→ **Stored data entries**

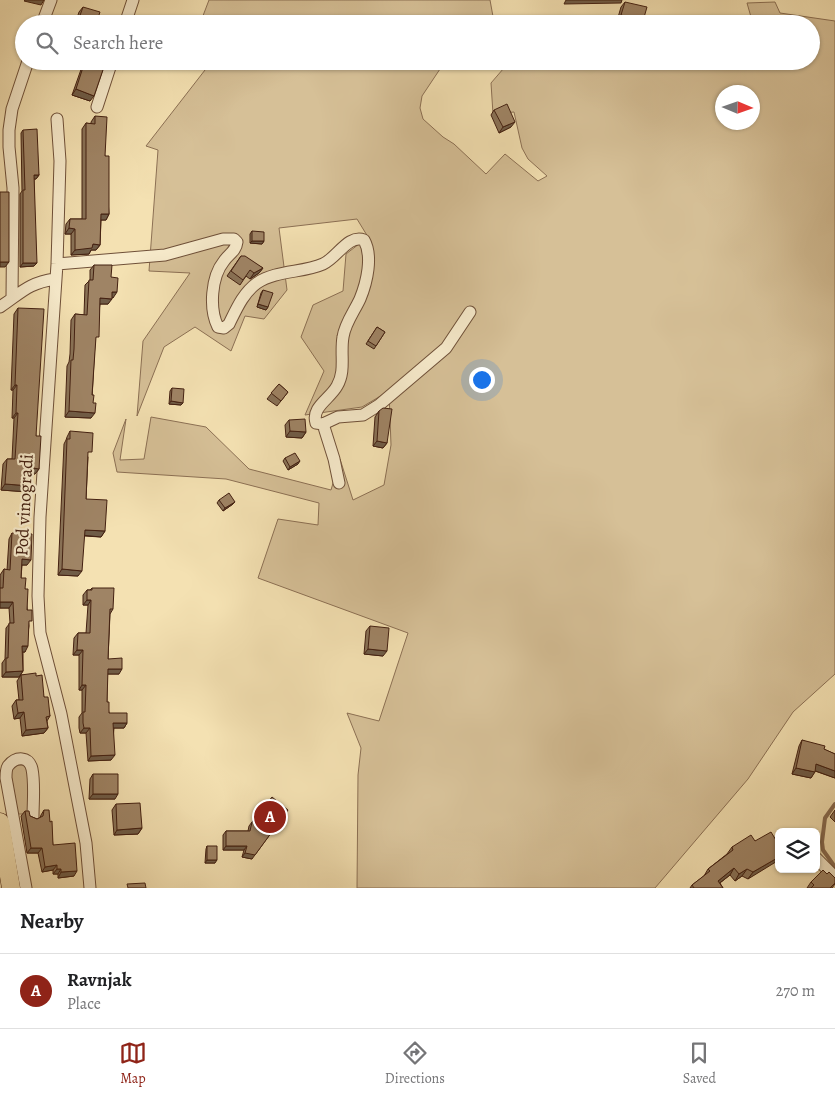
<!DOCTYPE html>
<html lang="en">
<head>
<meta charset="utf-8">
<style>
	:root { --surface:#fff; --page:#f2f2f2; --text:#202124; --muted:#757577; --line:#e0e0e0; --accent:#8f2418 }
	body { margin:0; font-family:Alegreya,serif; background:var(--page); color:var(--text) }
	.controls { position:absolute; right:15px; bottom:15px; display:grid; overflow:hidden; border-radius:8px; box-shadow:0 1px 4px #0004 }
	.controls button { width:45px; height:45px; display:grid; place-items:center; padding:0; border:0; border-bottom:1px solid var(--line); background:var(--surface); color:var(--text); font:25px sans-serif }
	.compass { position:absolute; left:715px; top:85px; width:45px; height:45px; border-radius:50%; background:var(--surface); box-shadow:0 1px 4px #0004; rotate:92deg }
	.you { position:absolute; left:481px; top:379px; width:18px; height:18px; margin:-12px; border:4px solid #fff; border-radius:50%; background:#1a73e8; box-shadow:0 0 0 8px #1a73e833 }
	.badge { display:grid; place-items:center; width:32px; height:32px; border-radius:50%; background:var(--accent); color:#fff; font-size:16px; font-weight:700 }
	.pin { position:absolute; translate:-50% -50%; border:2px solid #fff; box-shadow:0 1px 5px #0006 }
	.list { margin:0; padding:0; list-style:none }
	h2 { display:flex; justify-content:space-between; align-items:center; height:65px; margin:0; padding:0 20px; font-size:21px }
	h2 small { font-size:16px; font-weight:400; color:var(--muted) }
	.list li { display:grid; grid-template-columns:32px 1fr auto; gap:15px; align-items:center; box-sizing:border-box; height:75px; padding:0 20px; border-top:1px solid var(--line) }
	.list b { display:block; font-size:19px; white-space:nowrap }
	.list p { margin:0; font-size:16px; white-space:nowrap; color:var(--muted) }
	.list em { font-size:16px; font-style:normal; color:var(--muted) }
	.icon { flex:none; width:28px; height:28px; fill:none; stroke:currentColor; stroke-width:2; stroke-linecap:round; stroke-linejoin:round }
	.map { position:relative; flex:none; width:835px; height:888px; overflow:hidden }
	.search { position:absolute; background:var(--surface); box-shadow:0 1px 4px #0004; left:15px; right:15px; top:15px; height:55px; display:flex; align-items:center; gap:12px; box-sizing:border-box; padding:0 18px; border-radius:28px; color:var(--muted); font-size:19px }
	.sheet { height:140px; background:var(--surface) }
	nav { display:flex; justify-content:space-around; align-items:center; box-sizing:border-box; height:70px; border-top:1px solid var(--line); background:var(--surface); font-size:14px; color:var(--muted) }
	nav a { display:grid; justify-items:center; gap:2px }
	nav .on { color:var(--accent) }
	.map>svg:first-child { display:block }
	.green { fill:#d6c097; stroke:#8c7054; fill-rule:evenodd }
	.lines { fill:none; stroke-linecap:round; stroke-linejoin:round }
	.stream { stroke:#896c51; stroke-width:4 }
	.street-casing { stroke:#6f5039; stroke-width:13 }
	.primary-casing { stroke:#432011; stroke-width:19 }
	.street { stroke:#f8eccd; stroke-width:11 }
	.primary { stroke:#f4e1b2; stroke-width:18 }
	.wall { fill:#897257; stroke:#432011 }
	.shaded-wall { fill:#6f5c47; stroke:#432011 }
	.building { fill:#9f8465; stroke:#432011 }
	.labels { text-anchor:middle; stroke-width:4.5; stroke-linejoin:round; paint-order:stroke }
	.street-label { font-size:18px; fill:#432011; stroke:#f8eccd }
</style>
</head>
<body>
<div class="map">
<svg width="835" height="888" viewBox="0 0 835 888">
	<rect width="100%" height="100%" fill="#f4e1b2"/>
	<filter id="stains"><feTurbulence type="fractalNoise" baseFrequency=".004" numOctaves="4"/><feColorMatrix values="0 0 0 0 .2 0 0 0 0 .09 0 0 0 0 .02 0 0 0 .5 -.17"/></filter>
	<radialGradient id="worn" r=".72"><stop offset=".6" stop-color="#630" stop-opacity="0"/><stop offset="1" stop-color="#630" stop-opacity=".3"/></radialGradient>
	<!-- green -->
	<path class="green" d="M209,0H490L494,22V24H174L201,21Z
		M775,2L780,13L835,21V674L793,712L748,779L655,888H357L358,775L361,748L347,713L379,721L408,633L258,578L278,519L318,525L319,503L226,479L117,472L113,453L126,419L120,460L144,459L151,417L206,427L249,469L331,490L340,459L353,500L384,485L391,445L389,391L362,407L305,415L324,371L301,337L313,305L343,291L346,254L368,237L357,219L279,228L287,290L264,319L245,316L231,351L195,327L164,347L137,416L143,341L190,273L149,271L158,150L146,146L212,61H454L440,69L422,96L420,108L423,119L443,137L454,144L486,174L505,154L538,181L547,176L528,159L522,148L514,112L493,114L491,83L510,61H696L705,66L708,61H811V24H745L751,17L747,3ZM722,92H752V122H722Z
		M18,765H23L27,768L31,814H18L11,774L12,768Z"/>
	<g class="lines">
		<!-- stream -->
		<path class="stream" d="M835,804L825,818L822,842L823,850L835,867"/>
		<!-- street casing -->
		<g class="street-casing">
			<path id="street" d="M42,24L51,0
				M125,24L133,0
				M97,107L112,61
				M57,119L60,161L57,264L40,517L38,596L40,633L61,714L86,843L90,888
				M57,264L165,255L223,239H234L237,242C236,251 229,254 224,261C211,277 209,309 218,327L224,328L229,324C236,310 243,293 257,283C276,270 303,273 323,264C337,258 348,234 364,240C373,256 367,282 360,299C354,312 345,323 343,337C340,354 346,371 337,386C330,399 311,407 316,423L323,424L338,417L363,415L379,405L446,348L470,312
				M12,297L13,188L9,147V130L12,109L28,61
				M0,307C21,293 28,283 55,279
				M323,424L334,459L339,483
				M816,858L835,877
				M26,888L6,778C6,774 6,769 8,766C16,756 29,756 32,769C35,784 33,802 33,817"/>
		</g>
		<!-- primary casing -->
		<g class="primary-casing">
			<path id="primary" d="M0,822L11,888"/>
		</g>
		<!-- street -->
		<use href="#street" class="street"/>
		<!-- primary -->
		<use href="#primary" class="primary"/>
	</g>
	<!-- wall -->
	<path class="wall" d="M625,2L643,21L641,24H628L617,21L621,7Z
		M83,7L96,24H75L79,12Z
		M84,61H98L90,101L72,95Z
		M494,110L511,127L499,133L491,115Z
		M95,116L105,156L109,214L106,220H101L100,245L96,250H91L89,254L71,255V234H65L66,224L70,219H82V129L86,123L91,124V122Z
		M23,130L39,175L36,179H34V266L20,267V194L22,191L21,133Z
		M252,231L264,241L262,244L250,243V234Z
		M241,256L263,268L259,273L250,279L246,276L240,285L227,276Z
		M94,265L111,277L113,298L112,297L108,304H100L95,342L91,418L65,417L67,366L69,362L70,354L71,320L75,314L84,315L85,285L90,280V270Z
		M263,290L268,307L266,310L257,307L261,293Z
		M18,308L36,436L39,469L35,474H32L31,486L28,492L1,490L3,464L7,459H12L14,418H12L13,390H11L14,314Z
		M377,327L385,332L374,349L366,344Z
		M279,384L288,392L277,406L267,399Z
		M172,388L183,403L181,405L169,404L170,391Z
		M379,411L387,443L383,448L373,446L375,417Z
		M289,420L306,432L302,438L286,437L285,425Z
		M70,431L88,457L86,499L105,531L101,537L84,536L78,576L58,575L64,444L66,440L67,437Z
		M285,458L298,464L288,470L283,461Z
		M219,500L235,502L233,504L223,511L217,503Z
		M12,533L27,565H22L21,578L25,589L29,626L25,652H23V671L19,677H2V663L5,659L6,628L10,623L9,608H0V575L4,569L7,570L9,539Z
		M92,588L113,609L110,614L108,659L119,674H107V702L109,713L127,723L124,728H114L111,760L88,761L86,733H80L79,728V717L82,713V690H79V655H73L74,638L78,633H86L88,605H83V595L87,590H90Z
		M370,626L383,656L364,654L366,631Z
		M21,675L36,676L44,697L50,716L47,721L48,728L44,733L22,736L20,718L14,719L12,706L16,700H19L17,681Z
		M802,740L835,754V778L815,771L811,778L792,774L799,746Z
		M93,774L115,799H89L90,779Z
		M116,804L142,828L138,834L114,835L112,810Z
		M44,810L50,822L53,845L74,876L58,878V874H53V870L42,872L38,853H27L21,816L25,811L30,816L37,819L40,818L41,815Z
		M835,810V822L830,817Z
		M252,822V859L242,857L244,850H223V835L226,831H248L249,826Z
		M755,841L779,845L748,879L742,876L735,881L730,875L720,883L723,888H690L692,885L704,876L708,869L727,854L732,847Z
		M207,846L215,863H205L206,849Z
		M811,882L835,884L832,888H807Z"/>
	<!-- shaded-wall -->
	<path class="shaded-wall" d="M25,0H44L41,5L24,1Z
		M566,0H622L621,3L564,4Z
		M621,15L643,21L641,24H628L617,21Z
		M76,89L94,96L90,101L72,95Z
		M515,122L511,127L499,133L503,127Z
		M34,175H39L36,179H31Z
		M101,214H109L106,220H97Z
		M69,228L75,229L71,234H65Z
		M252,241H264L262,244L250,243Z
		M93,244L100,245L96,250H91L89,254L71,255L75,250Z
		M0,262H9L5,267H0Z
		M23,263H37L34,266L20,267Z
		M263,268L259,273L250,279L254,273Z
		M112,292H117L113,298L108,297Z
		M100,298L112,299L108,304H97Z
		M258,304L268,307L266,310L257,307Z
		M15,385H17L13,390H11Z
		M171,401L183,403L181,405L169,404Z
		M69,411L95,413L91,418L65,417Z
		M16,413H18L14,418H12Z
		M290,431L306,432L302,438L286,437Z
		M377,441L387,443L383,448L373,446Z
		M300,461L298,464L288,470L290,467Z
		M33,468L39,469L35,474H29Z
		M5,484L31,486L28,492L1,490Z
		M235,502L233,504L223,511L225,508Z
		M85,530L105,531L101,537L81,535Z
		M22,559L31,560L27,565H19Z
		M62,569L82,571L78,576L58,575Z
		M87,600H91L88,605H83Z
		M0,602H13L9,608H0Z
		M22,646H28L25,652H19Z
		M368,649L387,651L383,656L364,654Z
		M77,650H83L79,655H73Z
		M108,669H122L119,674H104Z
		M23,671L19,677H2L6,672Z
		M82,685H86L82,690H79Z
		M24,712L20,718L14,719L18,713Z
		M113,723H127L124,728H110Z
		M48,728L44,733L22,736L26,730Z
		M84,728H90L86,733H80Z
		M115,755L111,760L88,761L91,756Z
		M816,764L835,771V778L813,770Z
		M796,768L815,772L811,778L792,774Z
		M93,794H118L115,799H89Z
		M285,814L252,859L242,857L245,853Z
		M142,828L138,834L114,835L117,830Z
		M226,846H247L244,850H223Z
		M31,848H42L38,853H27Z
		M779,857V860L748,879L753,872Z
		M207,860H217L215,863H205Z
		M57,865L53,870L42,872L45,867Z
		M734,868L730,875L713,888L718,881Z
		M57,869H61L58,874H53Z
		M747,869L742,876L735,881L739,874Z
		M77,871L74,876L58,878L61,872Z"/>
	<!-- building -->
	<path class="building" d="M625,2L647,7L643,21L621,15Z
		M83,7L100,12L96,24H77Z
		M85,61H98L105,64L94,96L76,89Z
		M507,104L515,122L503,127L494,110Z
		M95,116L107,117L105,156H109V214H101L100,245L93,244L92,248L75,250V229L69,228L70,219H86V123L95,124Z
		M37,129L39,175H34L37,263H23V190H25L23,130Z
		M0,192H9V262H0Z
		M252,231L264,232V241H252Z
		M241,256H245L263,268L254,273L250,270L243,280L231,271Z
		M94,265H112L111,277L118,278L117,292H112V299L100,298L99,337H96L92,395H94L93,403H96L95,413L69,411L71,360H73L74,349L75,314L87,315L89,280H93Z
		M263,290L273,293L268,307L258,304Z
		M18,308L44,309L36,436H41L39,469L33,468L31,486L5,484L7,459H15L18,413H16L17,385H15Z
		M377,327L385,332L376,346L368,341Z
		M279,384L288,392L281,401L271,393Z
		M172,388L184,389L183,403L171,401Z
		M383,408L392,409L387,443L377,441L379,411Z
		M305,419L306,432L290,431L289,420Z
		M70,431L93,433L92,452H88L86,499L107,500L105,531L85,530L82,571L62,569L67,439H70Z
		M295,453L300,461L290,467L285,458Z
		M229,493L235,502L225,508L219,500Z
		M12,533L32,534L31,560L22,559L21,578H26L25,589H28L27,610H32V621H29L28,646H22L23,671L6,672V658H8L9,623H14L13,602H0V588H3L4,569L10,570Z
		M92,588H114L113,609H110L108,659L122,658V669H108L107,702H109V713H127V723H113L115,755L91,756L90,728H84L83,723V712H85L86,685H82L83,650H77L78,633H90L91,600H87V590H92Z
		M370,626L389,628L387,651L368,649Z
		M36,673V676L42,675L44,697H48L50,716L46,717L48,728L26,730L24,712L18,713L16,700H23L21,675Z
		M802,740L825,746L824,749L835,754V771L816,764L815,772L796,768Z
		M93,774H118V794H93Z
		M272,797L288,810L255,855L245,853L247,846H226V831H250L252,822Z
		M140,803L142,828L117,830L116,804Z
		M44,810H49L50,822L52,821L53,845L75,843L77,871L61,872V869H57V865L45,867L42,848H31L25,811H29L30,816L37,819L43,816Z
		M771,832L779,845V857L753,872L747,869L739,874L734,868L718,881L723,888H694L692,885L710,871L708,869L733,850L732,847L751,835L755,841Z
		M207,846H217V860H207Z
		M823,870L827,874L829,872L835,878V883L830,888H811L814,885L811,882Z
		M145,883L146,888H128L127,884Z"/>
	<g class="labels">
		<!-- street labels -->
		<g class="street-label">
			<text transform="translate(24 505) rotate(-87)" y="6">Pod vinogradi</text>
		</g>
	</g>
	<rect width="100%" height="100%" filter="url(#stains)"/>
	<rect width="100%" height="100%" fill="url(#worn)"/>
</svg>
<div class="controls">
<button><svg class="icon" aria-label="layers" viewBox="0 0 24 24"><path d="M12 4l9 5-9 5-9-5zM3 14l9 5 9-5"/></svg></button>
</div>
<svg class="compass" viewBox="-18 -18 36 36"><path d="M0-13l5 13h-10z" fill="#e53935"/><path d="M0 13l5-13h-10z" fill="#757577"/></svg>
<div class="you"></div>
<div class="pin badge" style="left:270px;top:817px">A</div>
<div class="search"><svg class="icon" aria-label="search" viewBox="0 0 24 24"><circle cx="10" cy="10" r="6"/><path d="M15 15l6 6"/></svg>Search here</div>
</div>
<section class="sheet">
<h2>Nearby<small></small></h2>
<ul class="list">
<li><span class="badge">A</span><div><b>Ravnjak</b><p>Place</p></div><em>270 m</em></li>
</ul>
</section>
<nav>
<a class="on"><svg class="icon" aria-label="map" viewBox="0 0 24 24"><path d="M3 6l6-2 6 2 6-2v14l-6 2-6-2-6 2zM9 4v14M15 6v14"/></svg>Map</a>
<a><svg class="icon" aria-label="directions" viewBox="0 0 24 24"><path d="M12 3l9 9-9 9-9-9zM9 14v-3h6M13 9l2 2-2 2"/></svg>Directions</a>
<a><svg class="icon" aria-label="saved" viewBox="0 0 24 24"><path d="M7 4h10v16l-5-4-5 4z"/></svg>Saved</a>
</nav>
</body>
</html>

---

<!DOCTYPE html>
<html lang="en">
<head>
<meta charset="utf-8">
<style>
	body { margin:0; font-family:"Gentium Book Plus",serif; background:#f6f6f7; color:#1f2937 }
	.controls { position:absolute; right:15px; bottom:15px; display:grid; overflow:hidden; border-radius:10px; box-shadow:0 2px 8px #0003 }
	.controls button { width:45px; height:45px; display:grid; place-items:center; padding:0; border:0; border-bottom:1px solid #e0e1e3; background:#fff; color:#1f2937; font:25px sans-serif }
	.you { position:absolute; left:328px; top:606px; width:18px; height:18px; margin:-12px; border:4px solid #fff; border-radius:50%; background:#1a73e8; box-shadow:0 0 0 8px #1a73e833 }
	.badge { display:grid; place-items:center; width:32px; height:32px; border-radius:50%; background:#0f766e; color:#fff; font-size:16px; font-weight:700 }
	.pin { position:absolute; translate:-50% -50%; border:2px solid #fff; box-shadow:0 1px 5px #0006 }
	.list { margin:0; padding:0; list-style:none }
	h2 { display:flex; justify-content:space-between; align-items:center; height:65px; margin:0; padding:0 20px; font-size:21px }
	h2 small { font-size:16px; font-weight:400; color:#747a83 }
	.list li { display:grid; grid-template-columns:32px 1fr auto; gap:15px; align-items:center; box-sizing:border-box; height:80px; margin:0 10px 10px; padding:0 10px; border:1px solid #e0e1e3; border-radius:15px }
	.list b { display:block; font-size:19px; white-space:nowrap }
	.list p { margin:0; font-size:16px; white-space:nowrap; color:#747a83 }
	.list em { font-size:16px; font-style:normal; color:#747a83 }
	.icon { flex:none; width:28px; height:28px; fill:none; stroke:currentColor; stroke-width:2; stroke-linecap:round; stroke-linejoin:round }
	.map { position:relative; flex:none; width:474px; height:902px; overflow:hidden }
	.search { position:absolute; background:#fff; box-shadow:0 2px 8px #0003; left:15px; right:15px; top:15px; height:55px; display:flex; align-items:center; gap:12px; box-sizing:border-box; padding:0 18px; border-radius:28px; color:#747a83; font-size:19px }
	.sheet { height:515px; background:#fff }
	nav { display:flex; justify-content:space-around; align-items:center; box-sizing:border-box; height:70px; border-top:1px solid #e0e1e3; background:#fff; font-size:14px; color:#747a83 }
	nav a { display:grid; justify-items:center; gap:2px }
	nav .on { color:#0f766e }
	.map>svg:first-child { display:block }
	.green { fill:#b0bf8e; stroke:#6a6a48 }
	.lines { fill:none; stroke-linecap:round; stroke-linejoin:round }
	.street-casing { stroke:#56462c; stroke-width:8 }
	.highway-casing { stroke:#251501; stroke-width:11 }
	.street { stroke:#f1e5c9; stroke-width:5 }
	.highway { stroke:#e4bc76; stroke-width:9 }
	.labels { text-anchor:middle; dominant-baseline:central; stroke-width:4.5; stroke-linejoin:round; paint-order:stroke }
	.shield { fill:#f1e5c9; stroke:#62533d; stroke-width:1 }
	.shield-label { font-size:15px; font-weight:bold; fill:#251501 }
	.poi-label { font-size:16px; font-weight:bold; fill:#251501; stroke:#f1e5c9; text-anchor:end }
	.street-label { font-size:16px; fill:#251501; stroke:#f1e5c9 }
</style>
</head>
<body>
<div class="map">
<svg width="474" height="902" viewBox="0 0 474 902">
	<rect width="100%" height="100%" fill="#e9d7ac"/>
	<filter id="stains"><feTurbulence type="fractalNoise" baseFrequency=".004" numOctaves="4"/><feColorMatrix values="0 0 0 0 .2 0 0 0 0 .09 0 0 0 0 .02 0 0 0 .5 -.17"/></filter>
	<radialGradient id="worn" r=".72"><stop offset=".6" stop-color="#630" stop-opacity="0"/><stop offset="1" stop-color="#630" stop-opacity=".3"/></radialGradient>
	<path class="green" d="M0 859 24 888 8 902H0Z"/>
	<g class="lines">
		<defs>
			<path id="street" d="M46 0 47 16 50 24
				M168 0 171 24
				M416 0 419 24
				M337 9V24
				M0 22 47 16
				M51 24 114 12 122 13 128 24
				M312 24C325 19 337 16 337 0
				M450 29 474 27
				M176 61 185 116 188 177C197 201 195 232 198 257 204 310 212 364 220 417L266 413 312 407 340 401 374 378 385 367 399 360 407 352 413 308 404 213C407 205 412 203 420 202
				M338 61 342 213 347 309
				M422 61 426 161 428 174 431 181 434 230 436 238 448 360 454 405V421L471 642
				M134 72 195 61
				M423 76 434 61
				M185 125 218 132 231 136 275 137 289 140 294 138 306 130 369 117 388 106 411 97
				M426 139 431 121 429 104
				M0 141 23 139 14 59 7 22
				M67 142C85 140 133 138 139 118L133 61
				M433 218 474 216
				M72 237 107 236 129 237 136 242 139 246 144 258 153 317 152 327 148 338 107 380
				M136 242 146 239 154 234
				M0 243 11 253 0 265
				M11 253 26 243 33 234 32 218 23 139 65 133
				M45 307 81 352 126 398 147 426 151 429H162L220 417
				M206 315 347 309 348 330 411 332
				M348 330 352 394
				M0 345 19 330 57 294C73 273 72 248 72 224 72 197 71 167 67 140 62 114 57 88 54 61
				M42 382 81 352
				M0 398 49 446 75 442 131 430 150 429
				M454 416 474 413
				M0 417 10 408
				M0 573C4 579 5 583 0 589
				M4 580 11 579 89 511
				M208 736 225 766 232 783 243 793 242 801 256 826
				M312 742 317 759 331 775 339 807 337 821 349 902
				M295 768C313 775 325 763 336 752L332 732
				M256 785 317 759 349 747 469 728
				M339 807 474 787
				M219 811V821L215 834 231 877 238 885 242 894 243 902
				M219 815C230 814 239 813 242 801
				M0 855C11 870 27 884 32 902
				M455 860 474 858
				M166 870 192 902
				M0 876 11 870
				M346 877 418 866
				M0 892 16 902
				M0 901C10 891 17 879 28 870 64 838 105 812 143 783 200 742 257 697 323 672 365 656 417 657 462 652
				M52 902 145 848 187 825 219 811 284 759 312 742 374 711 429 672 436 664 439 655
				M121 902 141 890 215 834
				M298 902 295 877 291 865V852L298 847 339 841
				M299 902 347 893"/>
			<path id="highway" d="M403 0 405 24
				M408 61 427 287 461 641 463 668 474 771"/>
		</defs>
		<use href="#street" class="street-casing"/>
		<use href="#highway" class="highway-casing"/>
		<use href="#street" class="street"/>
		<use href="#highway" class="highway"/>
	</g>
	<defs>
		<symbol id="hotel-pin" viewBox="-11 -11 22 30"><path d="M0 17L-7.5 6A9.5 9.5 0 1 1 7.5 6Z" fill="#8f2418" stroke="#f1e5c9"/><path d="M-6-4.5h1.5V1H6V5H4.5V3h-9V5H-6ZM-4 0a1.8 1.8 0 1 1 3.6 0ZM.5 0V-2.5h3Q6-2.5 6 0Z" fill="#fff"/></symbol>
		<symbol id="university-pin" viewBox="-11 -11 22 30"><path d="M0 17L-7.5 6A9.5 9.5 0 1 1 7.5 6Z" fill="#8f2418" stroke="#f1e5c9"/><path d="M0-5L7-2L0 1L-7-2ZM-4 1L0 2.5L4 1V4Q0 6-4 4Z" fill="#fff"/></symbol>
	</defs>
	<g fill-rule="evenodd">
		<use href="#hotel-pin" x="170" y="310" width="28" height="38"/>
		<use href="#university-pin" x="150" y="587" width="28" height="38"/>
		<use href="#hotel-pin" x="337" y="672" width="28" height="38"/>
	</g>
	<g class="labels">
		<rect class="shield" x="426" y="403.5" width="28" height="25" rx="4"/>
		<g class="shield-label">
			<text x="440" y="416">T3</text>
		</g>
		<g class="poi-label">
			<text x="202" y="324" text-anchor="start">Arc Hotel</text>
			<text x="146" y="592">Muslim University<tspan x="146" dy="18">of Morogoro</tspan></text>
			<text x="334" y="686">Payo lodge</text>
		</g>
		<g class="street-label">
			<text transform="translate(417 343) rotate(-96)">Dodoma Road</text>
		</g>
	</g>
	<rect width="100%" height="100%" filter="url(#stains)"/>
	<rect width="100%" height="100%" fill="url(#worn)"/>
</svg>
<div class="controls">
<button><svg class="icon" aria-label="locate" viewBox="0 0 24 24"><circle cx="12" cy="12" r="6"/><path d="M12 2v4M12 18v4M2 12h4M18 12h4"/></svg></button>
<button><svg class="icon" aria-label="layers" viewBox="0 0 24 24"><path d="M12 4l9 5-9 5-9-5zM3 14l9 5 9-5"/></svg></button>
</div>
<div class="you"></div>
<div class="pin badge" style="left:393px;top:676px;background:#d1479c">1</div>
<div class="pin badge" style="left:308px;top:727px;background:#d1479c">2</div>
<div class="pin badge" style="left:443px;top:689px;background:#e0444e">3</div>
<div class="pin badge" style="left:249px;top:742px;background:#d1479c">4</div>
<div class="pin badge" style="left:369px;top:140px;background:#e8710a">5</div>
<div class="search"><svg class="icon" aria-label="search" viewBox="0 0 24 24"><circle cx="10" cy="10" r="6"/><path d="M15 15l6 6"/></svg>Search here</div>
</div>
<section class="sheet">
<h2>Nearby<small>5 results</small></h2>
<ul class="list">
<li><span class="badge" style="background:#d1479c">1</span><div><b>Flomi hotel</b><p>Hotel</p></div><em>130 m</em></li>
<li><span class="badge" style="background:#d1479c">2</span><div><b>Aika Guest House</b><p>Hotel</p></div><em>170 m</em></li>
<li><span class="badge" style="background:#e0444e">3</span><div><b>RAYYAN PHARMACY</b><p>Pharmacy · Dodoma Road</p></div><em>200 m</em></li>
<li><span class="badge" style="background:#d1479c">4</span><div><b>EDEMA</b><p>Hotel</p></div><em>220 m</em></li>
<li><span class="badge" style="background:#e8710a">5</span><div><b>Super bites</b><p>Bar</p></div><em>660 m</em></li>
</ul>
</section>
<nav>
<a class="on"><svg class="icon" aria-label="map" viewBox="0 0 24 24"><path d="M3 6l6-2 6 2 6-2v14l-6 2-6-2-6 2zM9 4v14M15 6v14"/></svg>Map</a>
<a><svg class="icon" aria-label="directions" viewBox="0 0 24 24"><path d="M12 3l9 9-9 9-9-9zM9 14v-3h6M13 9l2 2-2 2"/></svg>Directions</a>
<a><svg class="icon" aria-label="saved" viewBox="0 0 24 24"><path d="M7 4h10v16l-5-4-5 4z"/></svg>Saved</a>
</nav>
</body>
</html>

→ **About this task**
Lines with the word "compass": copy each one from the data above.

→ **Answer**
	.compass { position:absolute; left:715px; top:85px; width:45px; height:45px; border-radius:50%; background:var(--surface); box-shadow:0 1px 4px #0004; rotate:92deg }
<svg class="compass" viewBox="-18 -18 36 36"><path d="M0-13l5 13h-10z" fill="#e53935"/><path d="M0 13l5-13h-10z" fill="#757577"/></svg>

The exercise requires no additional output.